Outputs from this residency will lead to a series of physical and digital art forms, including brightly coloured 3D printouts of massively enlarged ‘nanostructures’ from butterfly wings, and an immersive, interactive 3D environment that can be explored with the aid of the Oculus Rift Virtual Reality headset.
Early in this residency I began thinking about various colour models, what they mean and what they might offer in terms of our understanding. Physics teaches us about the subtractive model, where pigments absorb selective wavelengths of light, emitting only (in the case of a bright red, for example) those wavelengths that escape from the process of chemical absorption. The additive model, by contrast, is what operates when the Red Green and Blue (RGB) coloured light combines on our TV or computer screens to create the illusion of naturalistic colour. All three colours might merge to form the impression of white – similar to the sunlight that Newton directed into the prism, where it famously split into ‘corpuscles’ of light, particles travelling at different speeds, representing all the colours of the rainbow.

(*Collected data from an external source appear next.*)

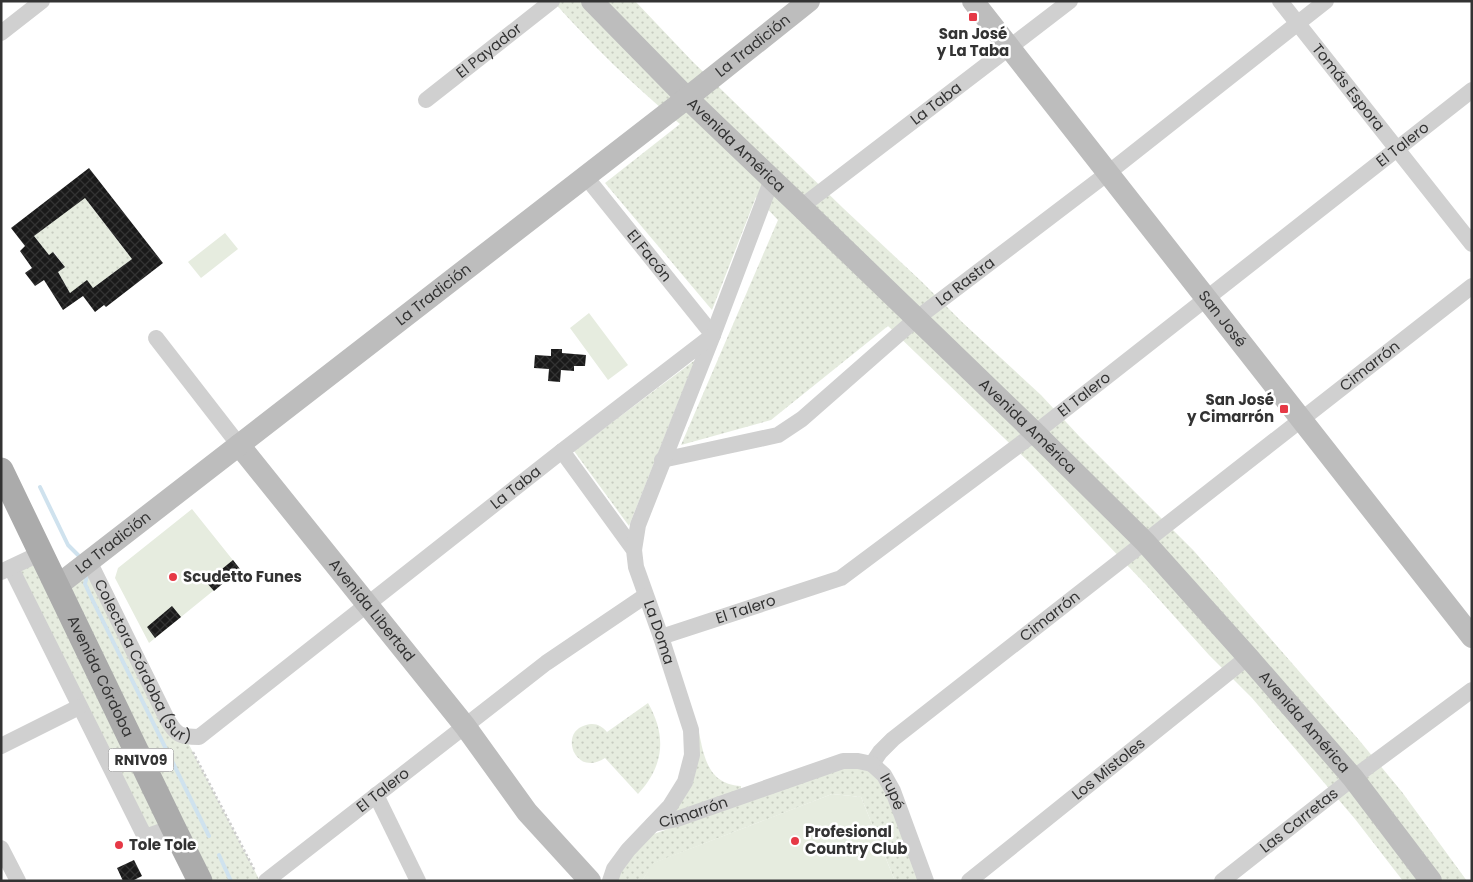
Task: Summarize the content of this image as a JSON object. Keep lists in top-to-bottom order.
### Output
{
  "streets": {
    "main road": ["Avenida Córdoba", "RN1V09"],
    "street": [
      "La Tradición",
      "El Payador",
      "Tomás Espora",
      "La Taba",
      "Avenida América",
      "El Talero",
      "El Facón",
      "La Rastra",
      "San José",
      "Cimarrón",
      "Avenida Libertad",
      "La Doma",
      "Colectora Córdoba (Sur)",
      "Los Mistoles",
      "Irupé",
      "Las Carretas"
    ]
  },
  "crossings": [
    ["La Tradición", "Avenida América"],
    ["La Tradición", "El Facón"],
    ["La Tradición", "Avenida Libertad"],
    ["La Tradición", "Colectora Córdoba (Sur)"],
    ["La Tradición", "Avenida Córdoba"],
    ["Tomás Espora", "El Talero"],
    ["Tomás Espora", "La Rastra"],
    ["La Taba", "Avenida América"],
    ["La Taba", "El Facón"],
    ["La Taba", "San José"],
    ["La Taba", "Avenida Libertad"],
    ["La Taba", "La Doma"],
    ["La Taba", "Colectora Córdoba (Sur)"],
    ["Avenida América", "El Talero"],
    ["Avenida América", "La Rastra"],
    ["Avenida América", "Cimarrón"],
    ["Avenida América", "Los Mistoles"],
    ["Avenida América", "Las Carretas"],
    ["El Talero", "San José"],
    ["El Talero", "Avenida Libertad"],
    ["El Talero", "La Doma"],
    ["La Rastra", "San José"],
    ["San José", "Cimarrón"],
    ["Cimarrón", "La Doma"],
    ["Cimarrón", "Irupé"]
  ],
  "places": {
    "transit": ["San José y La Taba", "San José y Cimarrón"],
    "other": ["Scudetto Funes", "Profesional Country Club", "Tole Tole"]
  }
}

This is colour defined as wavelengths, measurable… ultimately, colour as maths; rarefied, transcendent…
But then I began thinking about poetry – how language might be another model through which we perceive sensations of colour? Colour not only as words – red, violet, blue, green, yellow, orange – but colour as both a means and a form of communication; conveying raw emotion, or projecting transient, delicate images or sensations onto the mind’s eye. Words, or word-images, have a strange form of projective effect onto the internal screen of the mind. This essay’s opening paragraph is an attempt at a ‘thick description’ of how changing light affects our ocular experiences – in this case, of a scene from nature projected onto my retina. Sitting as we were, in ‘The Gods’, there was something remarkably cinematic about the whole experience.

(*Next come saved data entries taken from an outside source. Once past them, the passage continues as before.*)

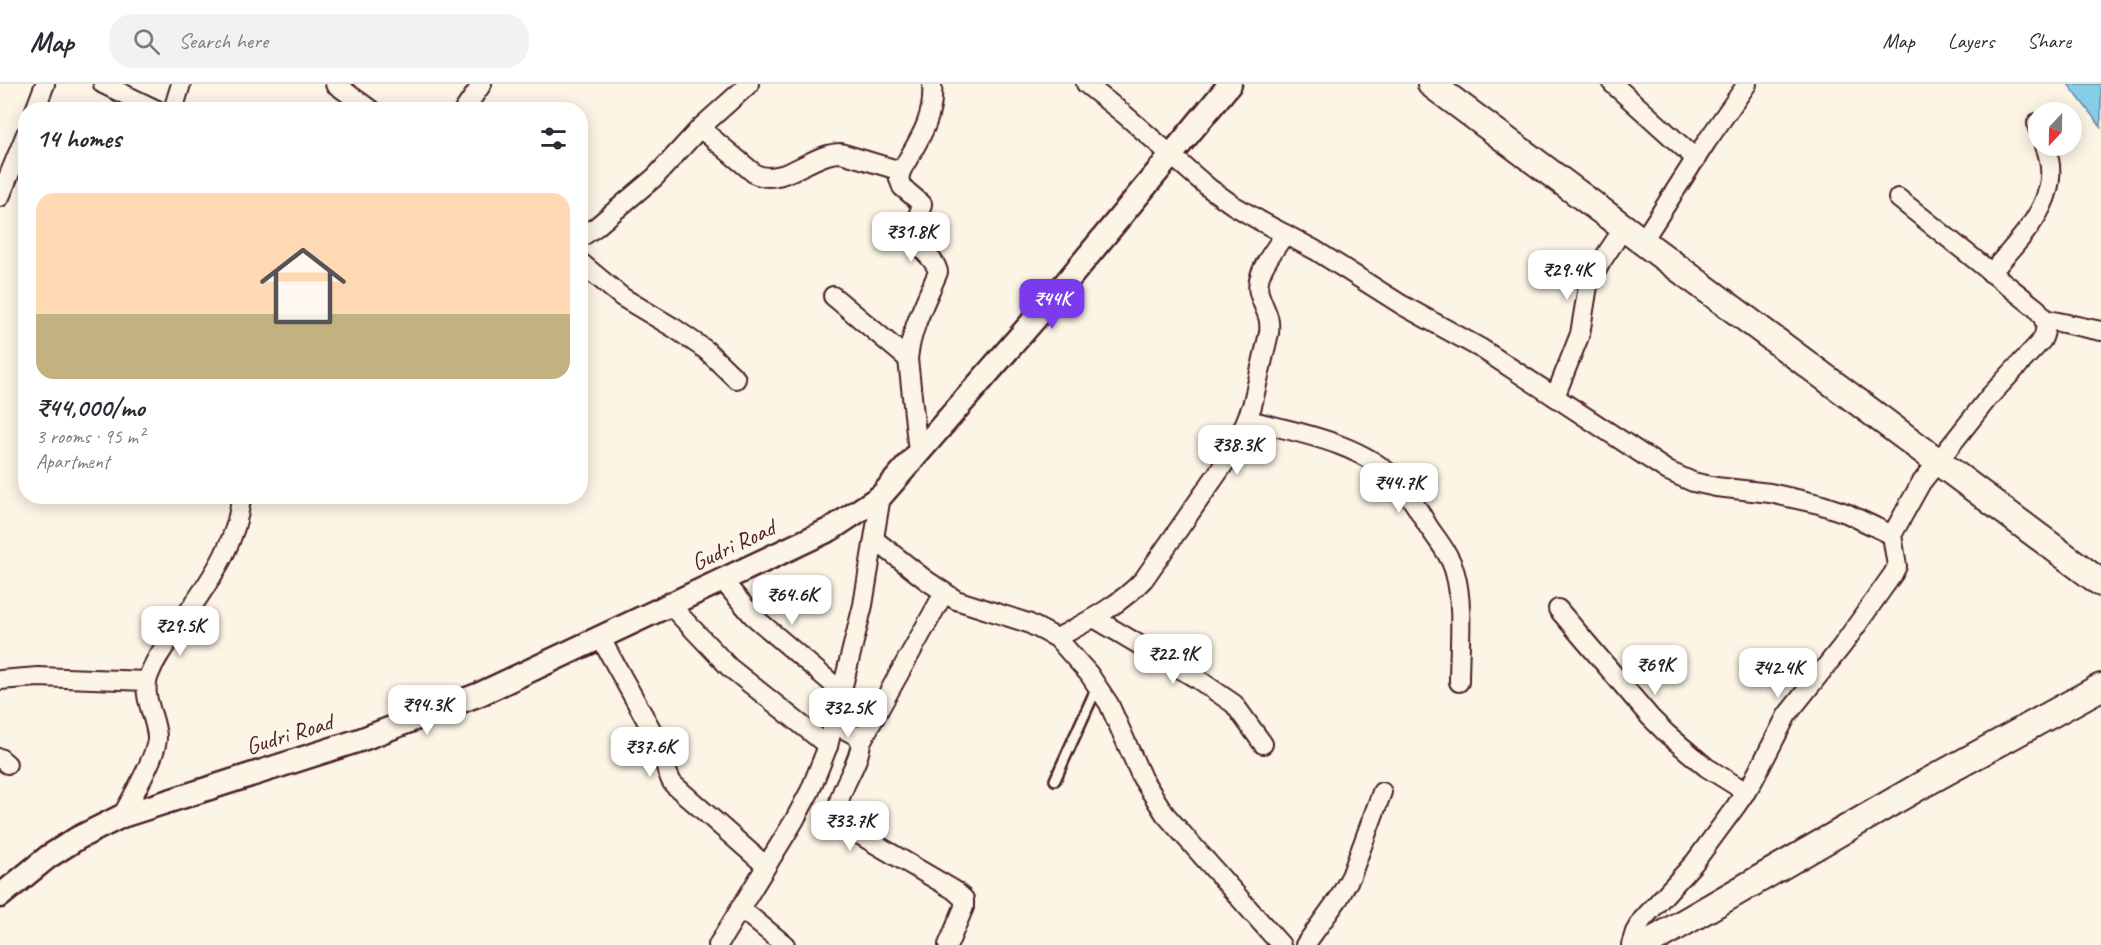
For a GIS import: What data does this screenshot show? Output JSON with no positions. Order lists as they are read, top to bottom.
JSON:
{
  "streets": {
    "street": ["Gudri Road"]
  },
  "north": "bottom",
  "page": {
    "header": "Map",
    "search": "Search here",
    "nav": ["Map", "Layers", "Share"],
    "heading": "14 homes",
    "list": [
      {
        "name": "₹44,000/mo",
        "note": "3 rooms · 95 m² · Apartment"
      }
    ],
    "price": [
      "₹31.8K",
      "₹29.4K",
      "₹44K",
      "₹38.3K",
      "₹44.7K",
      "₹64.6K",
      "₹29.5K",
      "₹22.9K",
      "₹69K",
      "₹42.4K",
      "₹94.3K",
      "₹32.5K",
      "₹37.6K",
      "₹33.7K"
    ]
  }
}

The idea of projection has featured strongly throughout this residency. In ‘Questions of Colour’, a talk at Sheffield’s Millennium Galleries presented earlier this year by myself, Professor Richard Jones and Dr Andrew Parnell of The University of Sheffield’s Department of Physics, we became acutely aware of the limitations of RGB colour projections. This first became apparent when attempting to project images of the CIE colour space chromaticity diagram by the disappointingly anaemic representation compared to the version that we had first seen on our backlit computer screens; and in our surprising discovery that it is impossible to project a black PowerPoint slide using a standard ‘beamer’. These limitations of accurate colour representation do not, however, apply to poetic language. Colour words assert their power through hints and allusion. Without a violet out there to compare with the ‘violet irises’ that Helen Mort refers to in her purple sonnet (note that she is referring to eye colour) we are left to rely on our own imaginations.
Examine that mental image for a moment – are those beautiful eyes that you imagine the same colour that I would imagine them to be?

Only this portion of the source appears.